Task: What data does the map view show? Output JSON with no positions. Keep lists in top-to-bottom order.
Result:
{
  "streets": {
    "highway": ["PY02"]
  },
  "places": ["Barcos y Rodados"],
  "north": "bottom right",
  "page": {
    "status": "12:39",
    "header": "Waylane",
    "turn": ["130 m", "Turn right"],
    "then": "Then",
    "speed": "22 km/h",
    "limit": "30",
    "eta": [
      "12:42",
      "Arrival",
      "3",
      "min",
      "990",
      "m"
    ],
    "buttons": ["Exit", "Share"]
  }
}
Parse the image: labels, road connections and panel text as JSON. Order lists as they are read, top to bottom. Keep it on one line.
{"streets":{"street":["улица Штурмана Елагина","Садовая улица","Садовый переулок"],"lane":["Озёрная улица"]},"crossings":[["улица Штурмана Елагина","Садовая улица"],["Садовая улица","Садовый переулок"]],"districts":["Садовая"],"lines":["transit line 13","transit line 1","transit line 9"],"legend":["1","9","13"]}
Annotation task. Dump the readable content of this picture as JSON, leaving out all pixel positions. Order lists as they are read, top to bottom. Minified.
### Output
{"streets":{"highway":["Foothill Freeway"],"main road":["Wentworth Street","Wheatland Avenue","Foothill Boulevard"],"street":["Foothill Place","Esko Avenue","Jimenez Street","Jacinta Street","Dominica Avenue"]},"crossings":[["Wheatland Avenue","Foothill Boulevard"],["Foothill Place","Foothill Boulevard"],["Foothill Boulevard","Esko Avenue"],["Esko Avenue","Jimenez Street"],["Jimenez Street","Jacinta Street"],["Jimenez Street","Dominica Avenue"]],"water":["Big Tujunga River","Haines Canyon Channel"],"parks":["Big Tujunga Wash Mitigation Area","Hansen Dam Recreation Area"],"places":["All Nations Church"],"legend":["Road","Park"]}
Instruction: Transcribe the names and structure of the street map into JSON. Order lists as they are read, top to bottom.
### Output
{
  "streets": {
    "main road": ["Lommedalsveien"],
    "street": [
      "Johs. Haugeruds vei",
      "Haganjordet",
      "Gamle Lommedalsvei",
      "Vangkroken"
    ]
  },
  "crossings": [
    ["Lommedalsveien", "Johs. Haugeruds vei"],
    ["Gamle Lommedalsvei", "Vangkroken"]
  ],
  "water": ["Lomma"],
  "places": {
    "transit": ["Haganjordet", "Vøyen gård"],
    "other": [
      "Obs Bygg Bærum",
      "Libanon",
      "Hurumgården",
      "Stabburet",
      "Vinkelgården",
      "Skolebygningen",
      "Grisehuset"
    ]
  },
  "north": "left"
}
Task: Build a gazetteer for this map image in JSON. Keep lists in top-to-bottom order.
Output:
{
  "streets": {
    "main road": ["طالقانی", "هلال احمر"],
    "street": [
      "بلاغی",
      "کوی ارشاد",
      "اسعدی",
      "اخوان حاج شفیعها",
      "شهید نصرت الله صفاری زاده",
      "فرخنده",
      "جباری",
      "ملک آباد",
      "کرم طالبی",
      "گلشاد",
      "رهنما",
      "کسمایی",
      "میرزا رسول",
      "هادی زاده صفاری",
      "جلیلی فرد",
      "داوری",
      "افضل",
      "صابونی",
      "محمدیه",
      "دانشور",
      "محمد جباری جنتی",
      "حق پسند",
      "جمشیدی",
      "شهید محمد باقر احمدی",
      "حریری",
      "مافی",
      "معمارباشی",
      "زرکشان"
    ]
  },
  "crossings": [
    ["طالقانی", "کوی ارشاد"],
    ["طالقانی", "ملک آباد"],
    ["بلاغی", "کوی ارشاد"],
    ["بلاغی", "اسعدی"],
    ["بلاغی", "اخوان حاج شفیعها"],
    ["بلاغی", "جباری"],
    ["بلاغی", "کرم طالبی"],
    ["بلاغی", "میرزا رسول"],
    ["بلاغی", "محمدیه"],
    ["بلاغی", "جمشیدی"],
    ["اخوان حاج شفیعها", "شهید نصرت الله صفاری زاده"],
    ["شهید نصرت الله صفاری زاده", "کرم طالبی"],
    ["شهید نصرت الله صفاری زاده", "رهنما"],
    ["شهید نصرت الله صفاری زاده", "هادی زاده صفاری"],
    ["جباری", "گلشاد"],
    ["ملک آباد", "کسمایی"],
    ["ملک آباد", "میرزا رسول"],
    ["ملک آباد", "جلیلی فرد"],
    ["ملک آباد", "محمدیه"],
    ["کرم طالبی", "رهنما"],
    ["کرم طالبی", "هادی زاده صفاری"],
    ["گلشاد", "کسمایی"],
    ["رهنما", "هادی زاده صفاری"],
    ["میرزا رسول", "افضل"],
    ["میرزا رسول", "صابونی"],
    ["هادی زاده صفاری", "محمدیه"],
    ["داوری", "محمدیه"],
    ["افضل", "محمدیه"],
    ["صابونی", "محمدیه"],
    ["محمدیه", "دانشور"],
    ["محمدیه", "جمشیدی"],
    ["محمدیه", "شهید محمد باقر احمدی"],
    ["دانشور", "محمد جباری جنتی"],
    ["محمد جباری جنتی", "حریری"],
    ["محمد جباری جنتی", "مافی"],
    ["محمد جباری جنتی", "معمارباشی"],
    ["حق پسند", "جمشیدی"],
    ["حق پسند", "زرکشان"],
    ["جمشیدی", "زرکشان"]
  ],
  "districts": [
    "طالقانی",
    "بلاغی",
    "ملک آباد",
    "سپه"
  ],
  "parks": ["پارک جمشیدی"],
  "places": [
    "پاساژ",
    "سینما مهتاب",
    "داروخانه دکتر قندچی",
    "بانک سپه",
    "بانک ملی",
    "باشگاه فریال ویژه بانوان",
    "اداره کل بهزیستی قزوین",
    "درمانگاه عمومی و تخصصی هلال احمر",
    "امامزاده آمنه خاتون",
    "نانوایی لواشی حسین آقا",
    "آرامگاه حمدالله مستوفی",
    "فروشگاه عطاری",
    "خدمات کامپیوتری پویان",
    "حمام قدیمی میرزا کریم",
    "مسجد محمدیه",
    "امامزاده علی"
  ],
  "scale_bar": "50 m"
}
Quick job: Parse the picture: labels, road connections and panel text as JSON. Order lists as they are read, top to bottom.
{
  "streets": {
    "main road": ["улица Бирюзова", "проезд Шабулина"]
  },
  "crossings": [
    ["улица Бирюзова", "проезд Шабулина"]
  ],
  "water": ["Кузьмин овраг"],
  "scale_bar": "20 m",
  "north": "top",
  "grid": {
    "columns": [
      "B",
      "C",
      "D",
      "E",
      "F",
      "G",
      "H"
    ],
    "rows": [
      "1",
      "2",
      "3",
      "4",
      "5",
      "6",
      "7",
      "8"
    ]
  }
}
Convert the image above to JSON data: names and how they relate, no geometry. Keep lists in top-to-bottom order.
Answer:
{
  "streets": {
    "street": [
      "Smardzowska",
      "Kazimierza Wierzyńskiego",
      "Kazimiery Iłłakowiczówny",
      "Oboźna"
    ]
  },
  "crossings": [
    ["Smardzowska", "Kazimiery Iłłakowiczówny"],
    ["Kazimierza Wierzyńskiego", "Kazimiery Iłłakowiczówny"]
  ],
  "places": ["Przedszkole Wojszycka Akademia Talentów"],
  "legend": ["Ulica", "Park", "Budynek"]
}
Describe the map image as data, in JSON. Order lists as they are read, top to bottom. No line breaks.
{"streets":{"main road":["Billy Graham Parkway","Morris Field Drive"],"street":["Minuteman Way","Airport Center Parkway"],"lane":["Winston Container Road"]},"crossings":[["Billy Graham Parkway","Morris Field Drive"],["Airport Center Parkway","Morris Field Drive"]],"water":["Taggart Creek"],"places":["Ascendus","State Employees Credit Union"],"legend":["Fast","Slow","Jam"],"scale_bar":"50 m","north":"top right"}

◆ ◆ ◆ ◆ ◆

# Problem description
Every line above in which the word "this" occurs needs to be copied.

# Exercise solution
Annotation task. Dump the readable content of this picture as JSON, leaving out all pixel positions. Order lists as they are read, top to bottom. Minified.
Task: Build a gazetteer for this map image in JSON. Keep lists in top-to-bottom order.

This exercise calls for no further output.